In general, the basic structure of CNN consists of two layers, one of which is the feature extraction layer, where the input of each neuron is mapped to the local receptive area of the previous layer, and features are extracted from this local region. In addition to the local features, its relative position with respect to other features is also determined. The second is the feature mapping layer, where each computational layer of the network consists of several feature mappings, each of which is a plane in which all neurons have the same weights. The mapping function used a sigmoid function with an influence function kernel as the activation function of the convolutional network, so the feature mappings are variable. In addition, the number of free parameters in the network is reduced because the neurons on the mapping plane have common weights. Each convolutional layer of the CNN is followed by a computational layer for local averaging and secondary extraction, which reduces the feature resolution due to the unique feature structure of the secondary extraction. The network structure of the CNN is shown in .

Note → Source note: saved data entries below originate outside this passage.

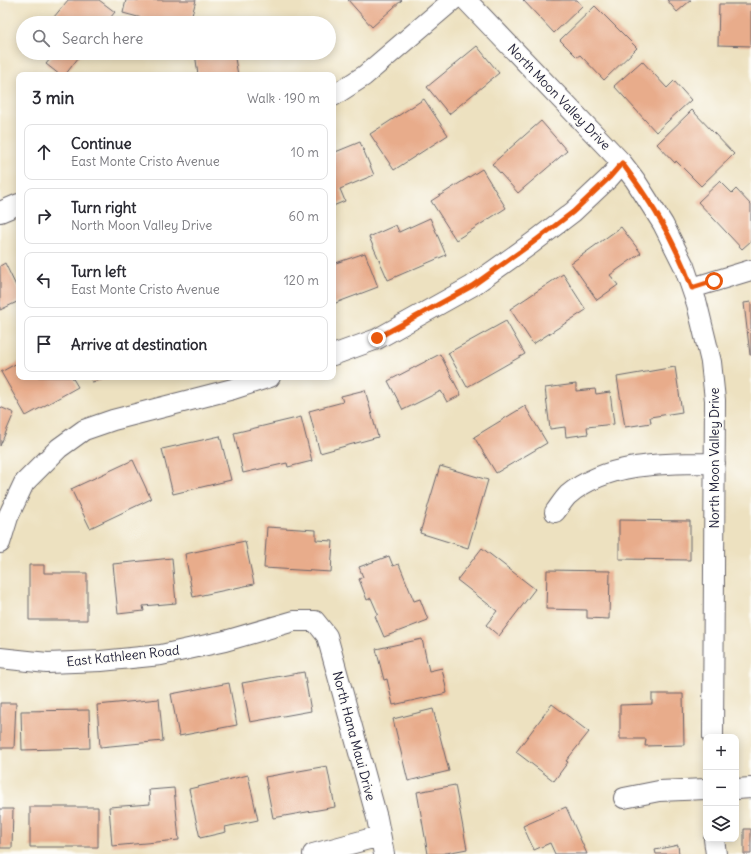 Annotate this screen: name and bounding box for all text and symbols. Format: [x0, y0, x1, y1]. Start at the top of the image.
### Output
search box [16, 16, 336, 60]
icon: search [30, 27, 52, 49]
text: Search here [62, 29, 143, 48]
street label: North Moon Valley Drive [504, 40, 614, 154]
text: 3 min [32, 87, 74, 109]
text: Walk · 190 m [247, 90, 320, 107]
text: Continue [71, 134, 132, 153]
icon: ahead [33, 141, 55, 163]
text: 10 m [291, 144, 319, 161]
text: East Monte Cristo Avenue [71, 153, 220, 170]
text: Turn right [71, 198, 136, 217]
icon: right [33, 205, 55, 227]
text: 60 m [288, 208, 319, 225]
text: North Moon Valley Drive [71, 217, 212, 234]
text: Turn left [71, 262, 126, 281]
icon: left [33, 269, 55, 291]
text: 120 m [284, 272, 319, 289]
route start [705, 272, 723, 290]
text: East Monte Cristo Avenue [71, 281, 220, 298]
route end [368, 329, 386, 347]
icon: arrive [33, 333, 55, 355]
text: Arrive at destination [71, 335, 207, 354]
street label: North Moon Valley Drive [706, 387, 723, 529]
street label: East Kathleen Road [66, 642, 181, 670]
street label: North Hana Maui Drive [329, 669, 379, 803]
map controls [703, 734, 739, 842]
button: + [703, 734, 739, 770]
button: − [703, 770, 739, 806]
button: layers [703, 806, 739, 842]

Figure 3. Structure of the CNN.

Recently, the powerful potential of CNN has been demonstrated in all computer vision tasks [Citation63], especially in image inpainting. The purpose of using CNN is to use large-scale training data to improve the expected results in this area. A number of CNN-based image inpainting methods have been proposed [Citation64,Citation65]. The use of CNN allows sharing of convolutional kernels, efficient processing of high-dimensional data, and automatic feature extraction, but when the network level is too deep, modifying parameters using BP propagation results in slower changes in parameters close to the input layer. Moreover, CNN requires a large sample size, and using a gradient descent algorithm can easily make the training results converge to a local minimum. A large amount of valuable information may be lost in the pooling layer, thus ignoring the correlation between the local and the whole and not knowing the features extracted from each convolutional layer.

3.1.2. GAN

GAN is a deep learning model [Citation30], which has been one of the most promising approaches for unsupervised learning on complex distributions in recent years. The GAN model produces quite good outputs by playing the Generative Model and Discriminative Model in the framework to learn each other. Since the idea was proposed, GAN has become one of the hottest concepts in deep learning, and the structure of the GAN model is shown in .

Figure 4. Structure of the GAN.

GAN is divided into three parts: generation, discrimination, and adversarial. Generation and discrimination refer to two independent modules, where the generator is responsible for generating content based on a random vector. The discriminator is responsible for determining whether the received content is true or not, and it usually gives a probability that represents the degree of truthfulness of the content. Confrontation refers to the alternate training process of the GAN.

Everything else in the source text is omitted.